### To do
The required answer is every line of the data containing the word "bottom".

### Data to examine
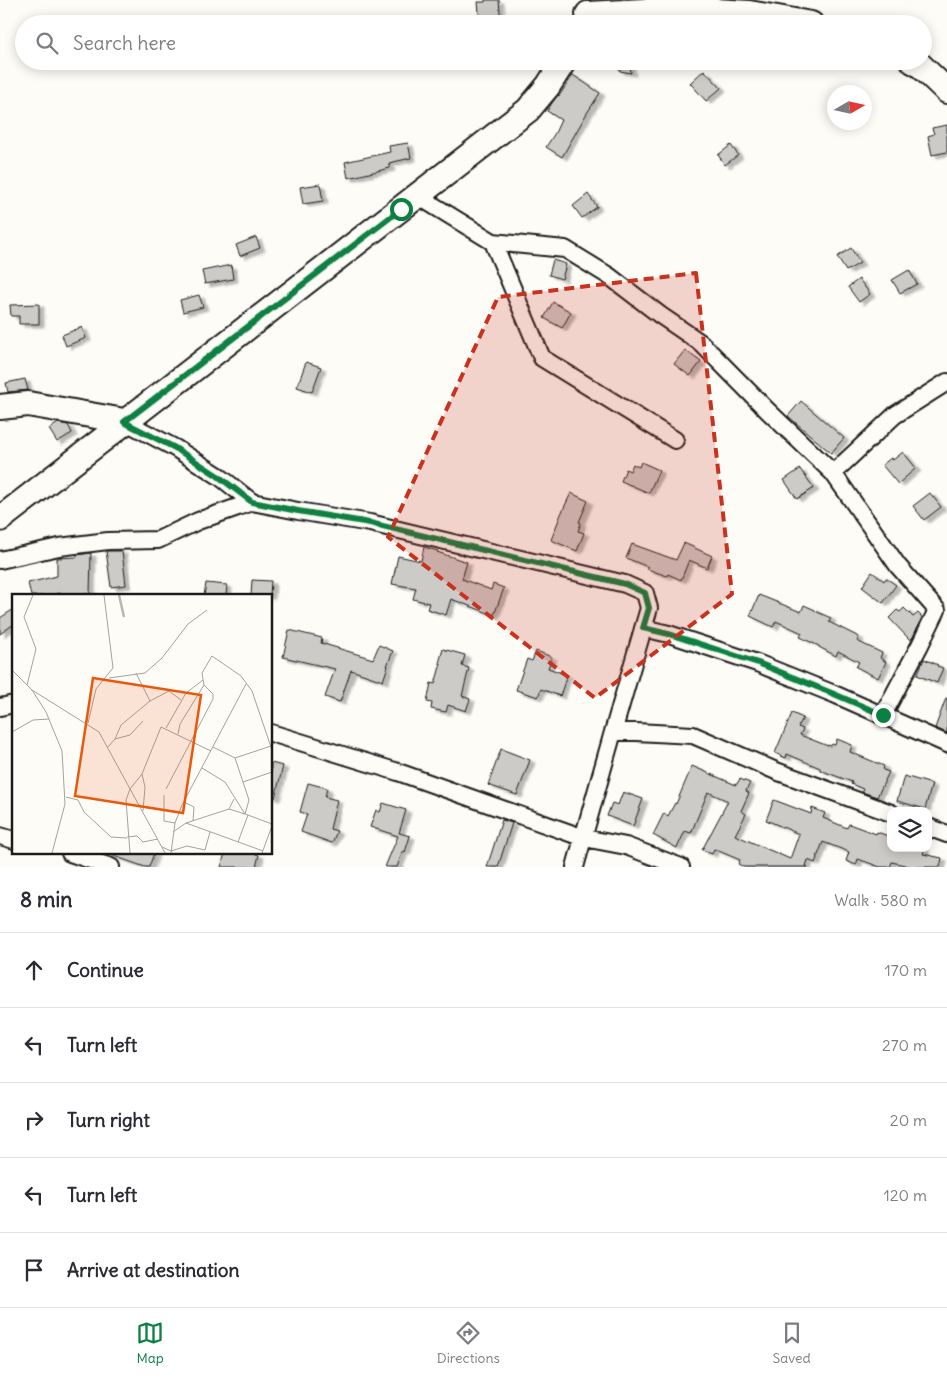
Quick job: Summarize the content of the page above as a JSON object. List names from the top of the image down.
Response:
{
  "north": "right",
  "page": {
    "search": "Search here",
    "heading": ["8 min", "Walk · 580 m"],
    "list": [
      ["Continue", "170 m"],
      ["Turn left", "270 m"],
      ["Turn right", "20 m"],
      ["Turn left", "120 m"],
      "Arrive at destination"
    ],
    "nav": ["Map", "Directions", "Saved"]
  }
}
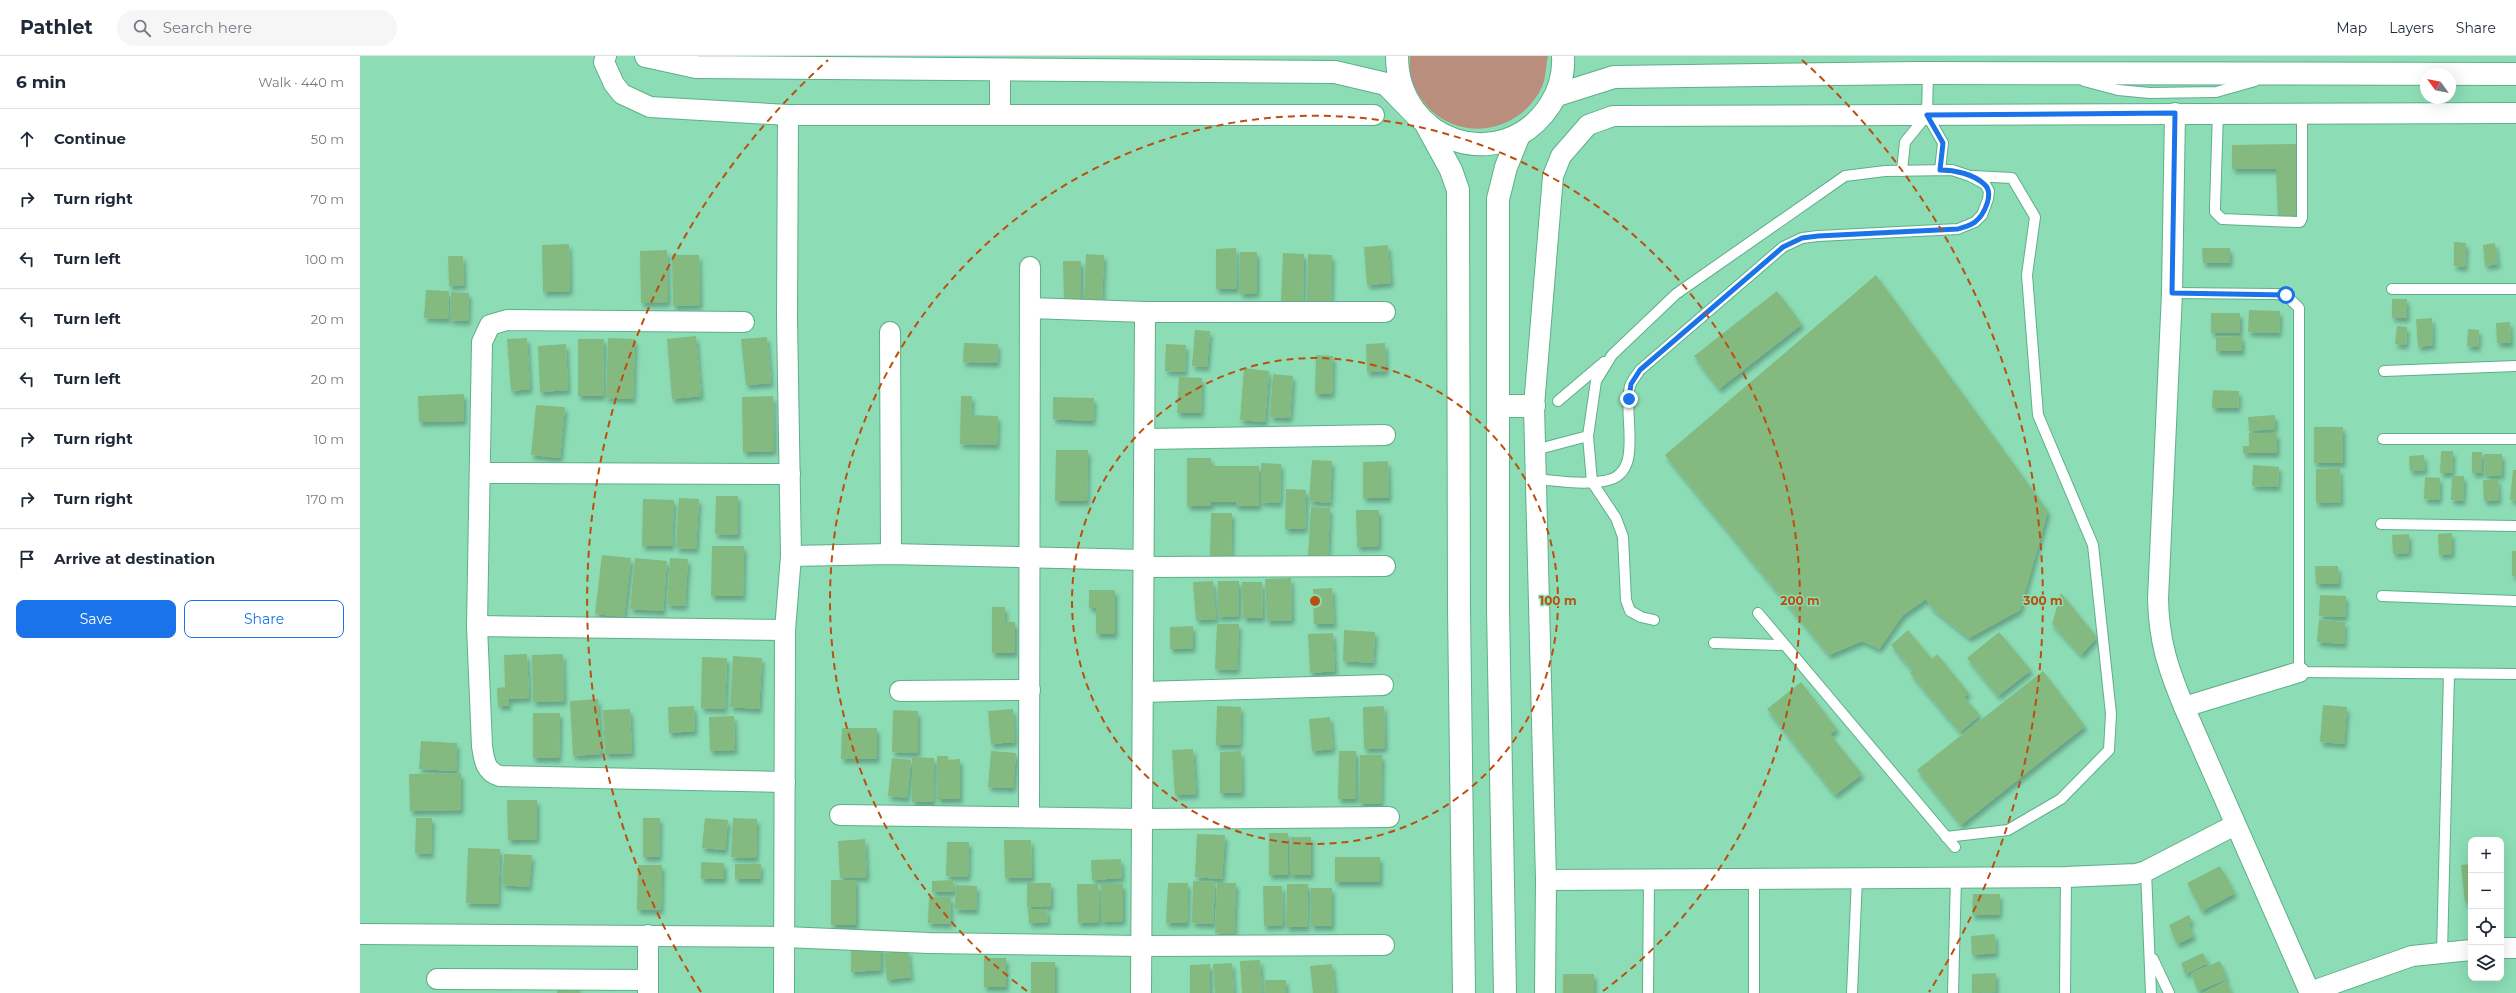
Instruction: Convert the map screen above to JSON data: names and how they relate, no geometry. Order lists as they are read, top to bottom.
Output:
{
  "north": "top left",
  "page": {
    "header": "Pathlet",
    "search": "Search here",
    "nav": ["Map", "Layers", "Share"],
    "heading": ["6 min", "Walk · 440 m"],
    "list": [
      ["Continue", "50 m"],
      ["Turn right", "70 m"],
      ["Turn left", "100 m"],
      ["Turn left", "20 m"],
      ["Turn left", "20 m"],
      ["Turn right", "10 m"],
      ["Turn right", "170 m"],
      "Arrive at destination"
    ],
    "buttons": ["Save", "Share"],
    "map_buttons": ["+", "−"]
  },
  "rings": ["100 m", "200 m", "300 m"]
}
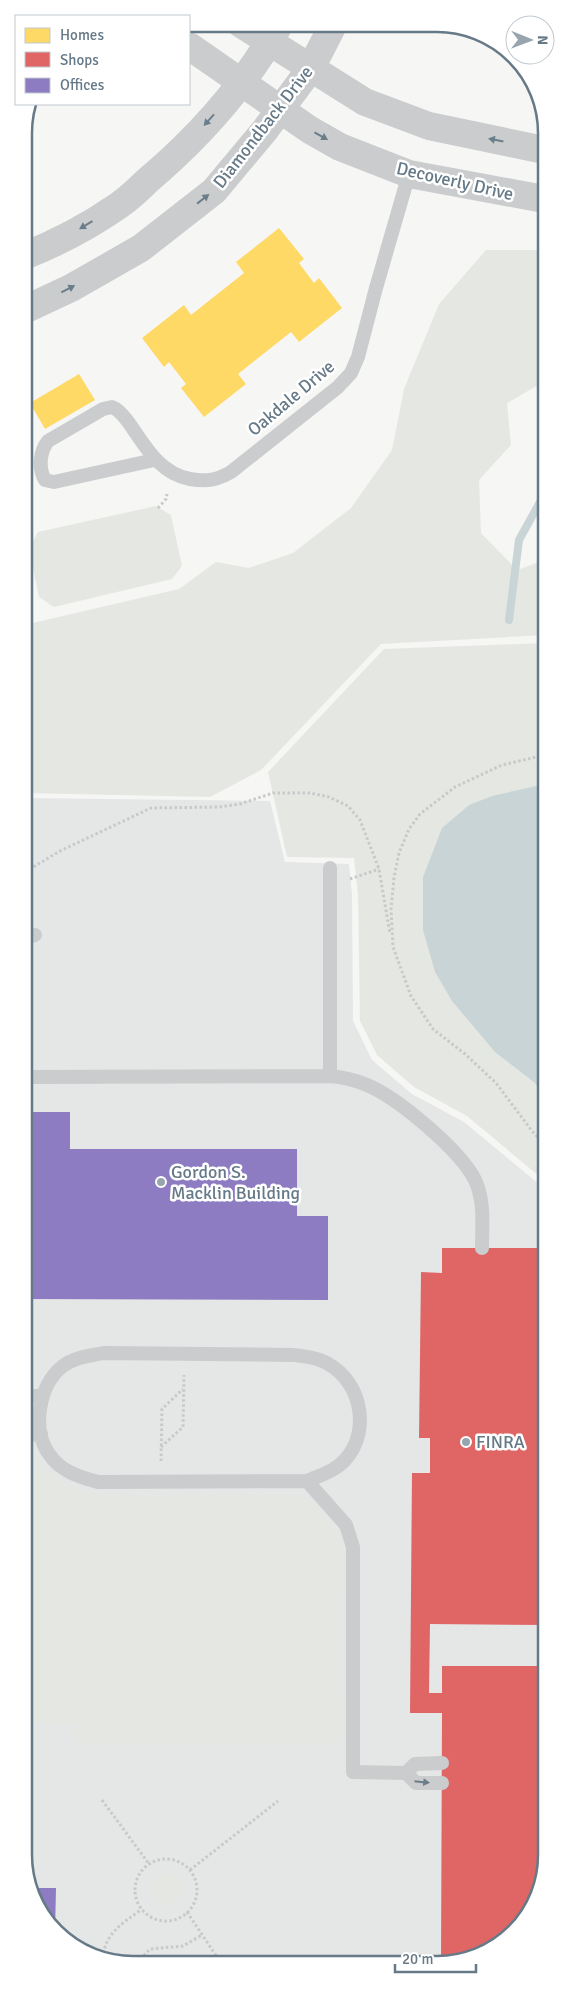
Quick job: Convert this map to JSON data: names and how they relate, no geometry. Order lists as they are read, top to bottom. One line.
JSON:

### Solution to this exercise
Instruction: Convert the map screen above to JSON data: names and how they relate, no geometry. Order lists as they are read, top to bottom.
Quick job: Convert this map to JSON data: names and how they relate, no geometry. Order lists as they are read, top to bottom. One line.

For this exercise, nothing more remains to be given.